Return-Path: [email protected]

Dear Sir,

I seek for some person can help out or direct me into right place where can i offer my question.

I am engereering for cars .I have now Bmw 745i 2002 e65 facing problem with Mouse control .The problem is that when I click the on mouse for switch on the TV,audio, CD

it can not operate the command when i select from the Mune.As I understand the computer I have the software need to reinstallation .Is there way to help out know

I can not driver the car to any dealer to which close to Iraq as u know the sitution we have ,Is there is any tools I can buy to fix the provblem without taking the whole car into dealer.
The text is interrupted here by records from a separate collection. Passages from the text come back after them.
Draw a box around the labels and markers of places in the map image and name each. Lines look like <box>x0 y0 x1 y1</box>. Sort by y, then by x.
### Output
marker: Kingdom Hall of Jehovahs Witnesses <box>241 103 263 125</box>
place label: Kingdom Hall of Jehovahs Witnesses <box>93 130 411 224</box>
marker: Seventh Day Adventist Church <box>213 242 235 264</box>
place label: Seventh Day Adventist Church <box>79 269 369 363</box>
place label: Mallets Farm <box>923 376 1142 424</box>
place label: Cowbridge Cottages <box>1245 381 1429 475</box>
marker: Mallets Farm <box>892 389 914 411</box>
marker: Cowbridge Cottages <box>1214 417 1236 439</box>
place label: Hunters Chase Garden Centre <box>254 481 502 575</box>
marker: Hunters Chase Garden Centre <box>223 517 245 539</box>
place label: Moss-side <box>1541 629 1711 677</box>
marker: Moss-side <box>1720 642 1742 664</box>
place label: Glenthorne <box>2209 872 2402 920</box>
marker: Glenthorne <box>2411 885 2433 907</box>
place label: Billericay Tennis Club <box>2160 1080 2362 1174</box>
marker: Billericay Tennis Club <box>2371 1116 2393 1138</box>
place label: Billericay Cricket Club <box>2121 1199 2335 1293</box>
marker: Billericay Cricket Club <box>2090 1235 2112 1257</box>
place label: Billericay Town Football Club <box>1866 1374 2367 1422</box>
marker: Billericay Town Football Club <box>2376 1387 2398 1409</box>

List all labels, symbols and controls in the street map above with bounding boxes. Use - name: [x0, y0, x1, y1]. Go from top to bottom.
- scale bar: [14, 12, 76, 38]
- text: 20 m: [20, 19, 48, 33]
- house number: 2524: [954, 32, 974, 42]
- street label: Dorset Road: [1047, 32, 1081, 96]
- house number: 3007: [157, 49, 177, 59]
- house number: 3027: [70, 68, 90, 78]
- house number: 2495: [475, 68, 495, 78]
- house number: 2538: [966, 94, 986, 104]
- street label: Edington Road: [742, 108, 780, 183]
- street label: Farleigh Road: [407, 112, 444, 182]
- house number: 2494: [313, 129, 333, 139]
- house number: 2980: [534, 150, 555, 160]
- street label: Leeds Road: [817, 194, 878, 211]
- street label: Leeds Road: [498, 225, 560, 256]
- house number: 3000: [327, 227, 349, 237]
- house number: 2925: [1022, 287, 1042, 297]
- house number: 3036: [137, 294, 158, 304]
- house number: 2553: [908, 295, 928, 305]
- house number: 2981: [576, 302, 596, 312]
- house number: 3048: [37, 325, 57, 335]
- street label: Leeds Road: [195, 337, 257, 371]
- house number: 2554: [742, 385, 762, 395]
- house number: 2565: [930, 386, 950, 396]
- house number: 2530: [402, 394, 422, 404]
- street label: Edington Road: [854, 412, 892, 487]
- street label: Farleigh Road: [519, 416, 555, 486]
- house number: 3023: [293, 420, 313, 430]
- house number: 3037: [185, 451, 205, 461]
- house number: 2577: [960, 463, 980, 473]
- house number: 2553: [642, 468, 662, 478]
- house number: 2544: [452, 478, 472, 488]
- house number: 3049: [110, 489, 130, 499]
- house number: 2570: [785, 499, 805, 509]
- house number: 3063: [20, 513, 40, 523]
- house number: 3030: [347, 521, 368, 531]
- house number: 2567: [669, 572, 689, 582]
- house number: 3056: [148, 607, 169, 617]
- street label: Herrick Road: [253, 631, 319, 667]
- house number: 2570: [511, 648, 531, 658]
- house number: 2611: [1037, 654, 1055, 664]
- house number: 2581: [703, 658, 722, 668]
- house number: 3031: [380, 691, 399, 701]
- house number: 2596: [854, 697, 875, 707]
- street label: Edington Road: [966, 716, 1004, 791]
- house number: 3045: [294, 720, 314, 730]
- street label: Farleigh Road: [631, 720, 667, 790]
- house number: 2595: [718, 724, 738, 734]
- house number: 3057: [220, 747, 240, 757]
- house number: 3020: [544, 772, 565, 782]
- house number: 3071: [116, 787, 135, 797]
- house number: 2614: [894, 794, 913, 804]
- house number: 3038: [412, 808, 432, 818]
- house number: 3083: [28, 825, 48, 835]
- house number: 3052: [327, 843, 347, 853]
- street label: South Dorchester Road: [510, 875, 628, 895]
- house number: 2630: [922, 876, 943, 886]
I sure that may simplist to fix but I need you help and support where and how
I have enough info about car diagonse and ECU Fixing problems.

May God bless you
-----------------------------------------------

Now, as you can imagine there's not much I can help him with, I doubt that BMW sells their DIS systems and the accompanying software to open public, but so far I suggested that he pulls fuses for nav, phone, stereo, etc, stuff that could reset iDrive. Maybe even disconnect the battery for a night?

Anything else anybody can/want to help him with? You can either e-mail him directly or reply here and I'll forward the suggestions.

Cheers.


----------



## SARAFIL (Feb 19, 2003)

rost12 said:


> Anything else anybody can/want to help him with? You can either e-mail him directly or reply here and I'll forward the suggestions.
> 
> Cheers.


BMW has a fresh round of software that was released a few weeks ago and has eliminated many of the latest issues with the car. I hate to be so negative, but there is nothing short of a miracle that'll fix this guy's car right now. Pulling a fuse, etc. will do nothing for him, and he will need to have new software downloaded in to the car. These cars are turning in to complex computers--- when in doubt, reboot. There are very few problems that AREN'T solved with a software fix. In fact, I'd go so far as to say that less than 10% of the complaints with this car are the result of an actual mechanical failure, the rest are software related. And, the only way to fix these is via a software update, which requires a DIS machine. Lets just say that it would be more economical for him to buy a new E65 than to try and obtain the machine and required software to fix his car. He is totally out of luck.


----------



## rost12 (Dec 22, 2001)

SARAFIL said:


> And, the only way to fix these is via a software update, which requires a DIS machine. Lets just say that it would be more economical for him to buy a new E65 than to try and obtain the machine and required software to fix his car. He is totally out of luck.


That was pretty much my response to him. Guess that's all there is to it.


----------



## bmw325 (Dec 19, 2001)

I know this doesn't help this particualr situation...but..
I'm hopeful that as highly computerized, networked cars become more commonplace--there will be increased standardization in protocols, connectors, and software which will give more people the ability to buy or download cheap software that can connect the car's computers and allow them to change settings or even upload new versions of software. As has been seen in the music and now movie industry, digital content "wants to be free". In the near future, I bet you'll be able to download automotive software updates from a variety of sources-- possiby even from automaker's websites. If you look at BMWTIS.com, there's a glimpse of some this-- they offer a web-based version of their DIS (although you need to buy a special adapter to use it). And, we're already seeing increased use of standardized software connecors ands components-- some due to regulations (OBD2), and others due to the need to manage complexity and reduce costs. PC based software is available to "talk to" some cars, and even to update software. I think over time, these tools and the knowledge to use them will become more widespread and easier to use-- so eventually many software glitches will be repairable by the "backyward mechanic" down the street-- or even yourself-- just as it was in the days of push-rods, points and carburetors.


----------